• Problem description
I'd like every line in the following listing that holds "block" copied.

• Source material
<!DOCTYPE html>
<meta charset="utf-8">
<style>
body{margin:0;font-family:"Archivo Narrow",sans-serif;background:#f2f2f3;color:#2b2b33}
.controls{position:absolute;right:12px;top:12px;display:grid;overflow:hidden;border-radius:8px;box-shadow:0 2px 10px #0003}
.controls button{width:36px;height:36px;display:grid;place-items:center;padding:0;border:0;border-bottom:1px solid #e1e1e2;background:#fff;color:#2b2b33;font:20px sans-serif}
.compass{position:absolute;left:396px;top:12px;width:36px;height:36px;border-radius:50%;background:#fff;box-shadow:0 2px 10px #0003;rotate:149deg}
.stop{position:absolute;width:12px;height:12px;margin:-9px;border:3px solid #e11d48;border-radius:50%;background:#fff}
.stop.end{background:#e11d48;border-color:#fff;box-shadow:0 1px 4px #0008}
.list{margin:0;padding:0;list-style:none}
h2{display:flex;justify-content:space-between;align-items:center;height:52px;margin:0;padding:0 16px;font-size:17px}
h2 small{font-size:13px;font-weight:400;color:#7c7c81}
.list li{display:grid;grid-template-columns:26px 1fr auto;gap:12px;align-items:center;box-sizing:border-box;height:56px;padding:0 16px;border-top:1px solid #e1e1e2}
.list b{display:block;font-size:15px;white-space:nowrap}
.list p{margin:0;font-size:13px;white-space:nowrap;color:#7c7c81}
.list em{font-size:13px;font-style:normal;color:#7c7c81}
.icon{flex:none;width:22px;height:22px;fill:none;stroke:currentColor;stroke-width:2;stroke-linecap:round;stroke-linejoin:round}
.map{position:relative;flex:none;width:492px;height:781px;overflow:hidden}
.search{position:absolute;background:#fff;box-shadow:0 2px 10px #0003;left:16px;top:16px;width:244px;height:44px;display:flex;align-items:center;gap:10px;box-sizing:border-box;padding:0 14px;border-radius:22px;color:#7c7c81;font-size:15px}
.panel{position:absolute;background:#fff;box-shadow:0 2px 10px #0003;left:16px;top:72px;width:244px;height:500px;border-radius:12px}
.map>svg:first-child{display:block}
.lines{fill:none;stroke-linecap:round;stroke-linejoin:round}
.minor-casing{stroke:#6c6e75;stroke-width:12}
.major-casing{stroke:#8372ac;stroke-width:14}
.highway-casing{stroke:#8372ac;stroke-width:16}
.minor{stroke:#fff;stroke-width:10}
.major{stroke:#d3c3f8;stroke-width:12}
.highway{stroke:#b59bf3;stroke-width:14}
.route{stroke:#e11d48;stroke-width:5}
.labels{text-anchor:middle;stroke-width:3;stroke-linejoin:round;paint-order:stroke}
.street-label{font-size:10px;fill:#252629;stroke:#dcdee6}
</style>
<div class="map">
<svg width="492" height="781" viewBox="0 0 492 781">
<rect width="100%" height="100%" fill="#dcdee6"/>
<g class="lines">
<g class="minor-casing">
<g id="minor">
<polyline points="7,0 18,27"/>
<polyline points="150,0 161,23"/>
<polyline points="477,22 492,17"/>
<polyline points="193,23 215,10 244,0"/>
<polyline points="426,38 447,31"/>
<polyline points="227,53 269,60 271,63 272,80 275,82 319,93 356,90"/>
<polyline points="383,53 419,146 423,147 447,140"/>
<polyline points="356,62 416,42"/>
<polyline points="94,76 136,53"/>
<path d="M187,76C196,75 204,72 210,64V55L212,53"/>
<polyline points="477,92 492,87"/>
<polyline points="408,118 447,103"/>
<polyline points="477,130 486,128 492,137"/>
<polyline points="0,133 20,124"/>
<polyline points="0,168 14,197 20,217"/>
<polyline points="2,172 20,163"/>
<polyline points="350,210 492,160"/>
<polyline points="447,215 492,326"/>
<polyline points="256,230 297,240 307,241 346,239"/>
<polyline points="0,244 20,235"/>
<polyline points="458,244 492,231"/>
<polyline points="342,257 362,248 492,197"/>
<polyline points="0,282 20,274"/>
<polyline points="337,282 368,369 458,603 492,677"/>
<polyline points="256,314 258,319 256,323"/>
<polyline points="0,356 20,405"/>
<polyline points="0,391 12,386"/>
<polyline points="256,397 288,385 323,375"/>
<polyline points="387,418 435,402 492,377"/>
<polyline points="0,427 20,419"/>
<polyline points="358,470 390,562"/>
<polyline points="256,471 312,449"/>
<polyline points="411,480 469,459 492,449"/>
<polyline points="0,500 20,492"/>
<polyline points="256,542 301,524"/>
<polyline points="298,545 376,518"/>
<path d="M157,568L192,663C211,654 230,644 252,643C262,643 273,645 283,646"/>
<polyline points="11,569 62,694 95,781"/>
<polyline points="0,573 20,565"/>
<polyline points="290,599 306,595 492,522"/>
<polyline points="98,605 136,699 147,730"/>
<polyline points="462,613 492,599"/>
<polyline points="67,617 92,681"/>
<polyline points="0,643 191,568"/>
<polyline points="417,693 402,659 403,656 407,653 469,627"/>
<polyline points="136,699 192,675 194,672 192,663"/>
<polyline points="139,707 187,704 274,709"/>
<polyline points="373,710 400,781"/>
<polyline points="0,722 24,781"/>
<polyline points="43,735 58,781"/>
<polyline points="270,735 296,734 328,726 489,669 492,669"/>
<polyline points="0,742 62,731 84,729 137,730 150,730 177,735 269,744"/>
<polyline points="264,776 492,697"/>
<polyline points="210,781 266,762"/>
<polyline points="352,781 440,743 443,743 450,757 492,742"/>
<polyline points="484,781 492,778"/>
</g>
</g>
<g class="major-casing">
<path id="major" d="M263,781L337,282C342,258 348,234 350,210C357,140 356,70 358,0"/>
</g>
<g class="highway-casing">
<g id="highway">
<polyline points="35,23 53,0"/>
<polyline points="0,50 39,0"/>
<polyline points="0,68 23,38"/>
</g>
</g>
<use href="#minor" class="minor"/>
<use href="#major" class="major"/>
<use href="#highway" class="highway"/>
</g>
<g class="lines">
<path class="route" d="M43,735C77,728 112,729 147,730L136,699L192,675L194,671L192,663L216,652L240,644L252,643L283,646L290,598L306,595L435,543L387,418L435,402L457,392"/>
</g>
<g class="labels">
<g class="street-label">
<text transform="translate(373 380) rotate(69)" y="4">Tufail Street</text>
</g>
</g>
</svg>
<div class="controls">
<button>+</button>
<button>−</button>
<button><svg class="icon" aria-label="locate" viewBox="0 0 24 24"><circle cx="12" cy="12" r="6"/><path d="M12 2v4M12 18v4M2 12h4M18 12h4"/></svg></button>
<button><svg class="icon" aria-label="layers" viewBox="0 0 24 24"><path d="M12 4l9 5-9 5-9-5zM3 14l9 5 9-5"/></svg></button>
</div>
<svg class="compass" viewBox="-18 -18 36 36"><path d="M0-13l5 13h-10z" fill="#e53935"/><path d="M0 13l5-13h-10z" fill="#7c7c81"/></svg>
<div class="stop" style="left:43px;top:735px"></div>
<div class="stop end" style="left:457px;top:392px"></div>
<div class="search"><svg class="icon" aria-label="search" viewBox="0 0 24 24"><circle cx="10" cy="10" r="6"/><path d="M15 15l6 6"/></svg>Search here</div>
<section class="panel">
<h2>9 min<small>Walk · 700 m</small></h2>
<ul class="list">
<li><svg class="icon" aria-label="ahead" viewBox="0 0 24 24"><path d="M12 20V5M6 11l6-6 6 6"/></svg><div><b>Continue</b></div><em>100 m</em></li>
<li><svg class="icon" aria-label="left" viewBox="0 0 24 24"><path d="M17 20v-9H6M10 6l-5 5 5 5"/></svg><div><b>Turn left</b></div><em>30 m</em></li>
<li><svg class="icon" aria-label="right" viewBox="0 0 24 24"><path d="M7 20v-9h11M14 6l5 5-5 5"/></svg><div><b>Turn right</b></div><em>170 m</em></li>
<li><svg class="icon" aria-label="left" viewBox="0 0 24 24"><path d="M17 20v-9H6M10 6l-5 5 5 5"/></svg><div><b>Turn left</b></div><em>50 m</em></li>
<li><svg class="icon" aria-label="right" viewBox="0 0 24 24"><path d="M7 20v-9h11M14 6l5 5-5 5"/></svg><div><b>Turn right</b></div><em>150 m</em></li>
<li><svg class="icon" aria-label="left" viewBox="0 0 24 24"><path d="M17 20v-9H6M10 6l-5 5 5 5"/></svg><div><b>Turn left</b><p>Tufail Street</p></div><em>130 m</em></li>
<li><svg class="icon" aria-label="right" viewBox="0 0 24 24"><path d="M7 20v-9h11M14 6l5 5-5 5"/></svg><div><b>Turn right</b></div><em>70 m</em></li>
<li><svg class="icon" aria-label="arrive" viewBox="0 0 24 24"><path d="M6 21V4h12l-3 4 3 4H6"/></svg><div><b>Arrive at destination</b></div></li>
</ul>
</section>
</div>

• Response
.list b{display:block;font-size:15px;white-space:nowrap}
.map>svg:first-child{display:block}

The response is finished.